2) I agree with Andy when he says this would be practically impossible to do programmatically with a bot. Even if it were possible to make a bot that made good guesses, it seems to me it would require a human to confirm that the WordCat Identity and the Wikipedia article were both talking about the same entity.
I thought about these issues when linking to WorldCat for a website on Scandinavian crime fiction – not every library is an OCLC member, some are members but don’t subscribe to the public database, which is what you have to do to be included in the free version, you may have a different edition of the book, or you may be in a catalog that doesn’t let branches show up as locations owning the book. If you can be very clear that the list of libraries doesn’t mean your library doesn’t have it, it’s handy, but there’s nothing at WorldCat that makes that crystal clear.
Oops, didn’t mean to shout. Forgot to close my italics after “doesn’t.”

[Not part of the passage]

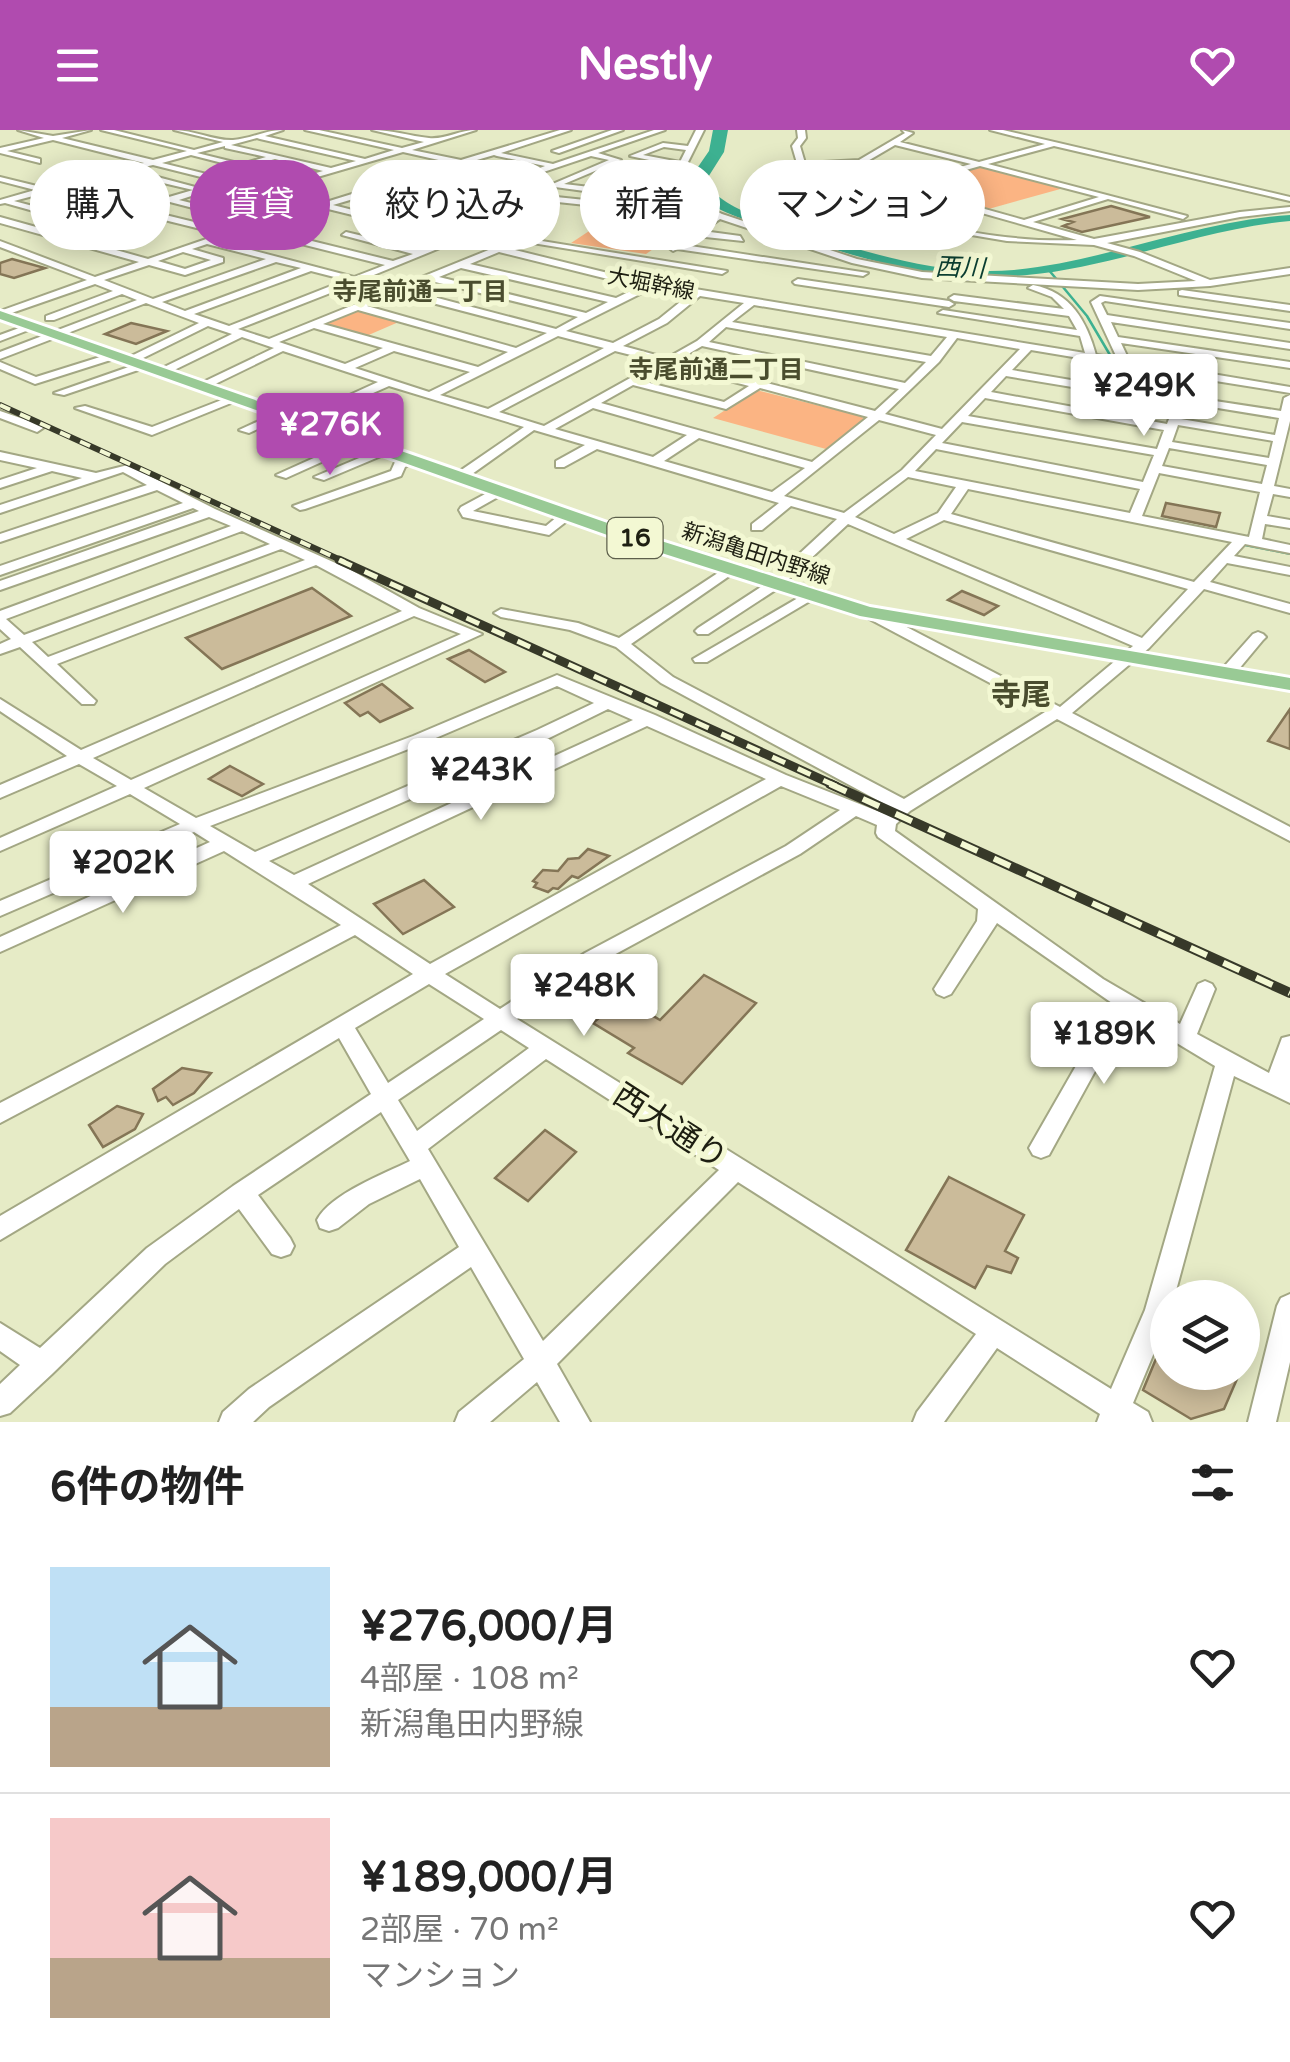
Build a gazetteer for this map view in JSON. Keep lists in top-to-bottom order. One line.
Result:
{"streets":{"main road":["16","新潟亀田内野線"],"street":["大堀幹線","西大通り"]},"districts":["寺尾前通一丁目","寺尾前通二丁目","寺尾"],"water":["西川"],"page":{"header":"Nestly","chip":["購入","賃貸","絞り込み","新着","マンション"],"price":["¥249K","¥276K","¥243K","¥202K","¥248K","¥189K"],"heading":"6件の物件","list":[{"name":"¥276,000/月","note":"4部屋 · 108 m² · 新潟亀田内野線"},{"name":"¥189,000/月","note":"2部屋 · 70 m² · マンション"}]}}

That one post went down due to an issue related to our moving the admin server for the blog yesterday. It turns out that the post was written from one server, and then got un-published after the move. The post went back up when we pushed it out again after we noticed it was down.
Interesting. When you twittered about the Worldcat thing the other day, I left a comment on their blog saying that it was going about things the wrong way and stood a good chance of being autoreverteda spam. That comment’s nowhere to be found there now.
Maybe it was the “unpublishing”, but somehow that makes it harder for me to assume good intentions.
Andrea’s got a point with the spam issue. Perhaps if OCLC’s data were free as in free speech, Wikipedia would have already integrated it.
Rich — I get an email whenever there’s a comment left on a blog post I write, and I didn’t get one related to a comment from you. Not sure what happened, but if you want to try again, we’d certainly welcome the feedback.
Besides http://worldcat.org what other catalogs can be tried to search for North American libraries, organizational libraries, special libraries, office libraries holdings not included yet in Online Computer Library Center OCLC data.
Another thing worth pointing out is that WorldCat is included in the “book sources” template pages. See for example:
http://en.wikipedia.org/wiki/Special:BookSources/0571205623
As a Wikipedian, I don’t think this is a terrible idea, really. The way the links would become spam is if they were added indiscriminately or were not useful for the article. Arguably, the links are generally useful. Basically, I consider anything Wikipedia can do to help push readers to libraries when they are looking for more information to be a good thing — and the presence of a worldcat link does not deter the presence of links to another, better union catalogs as well.
If there were a universal standard for coding identities, it could be incorporated into the http://en.wikipedia.org/wiki/Wikipedia:BookSources page, which is much more democratic in where you can search for books. Unfortunately, unlike ISBNs, there isn’t really such as standard.
The mistep that OCLC took in this post is trying to promote it as a “meme”, which should really never be the case when trying to add stuff to Wikipedia and is pretty much a sure-fire way to attract controversy. Whether or not to add any link should be a considered editorial judgment. Better to just let the world know that the template exists and that it can be used if appropriate.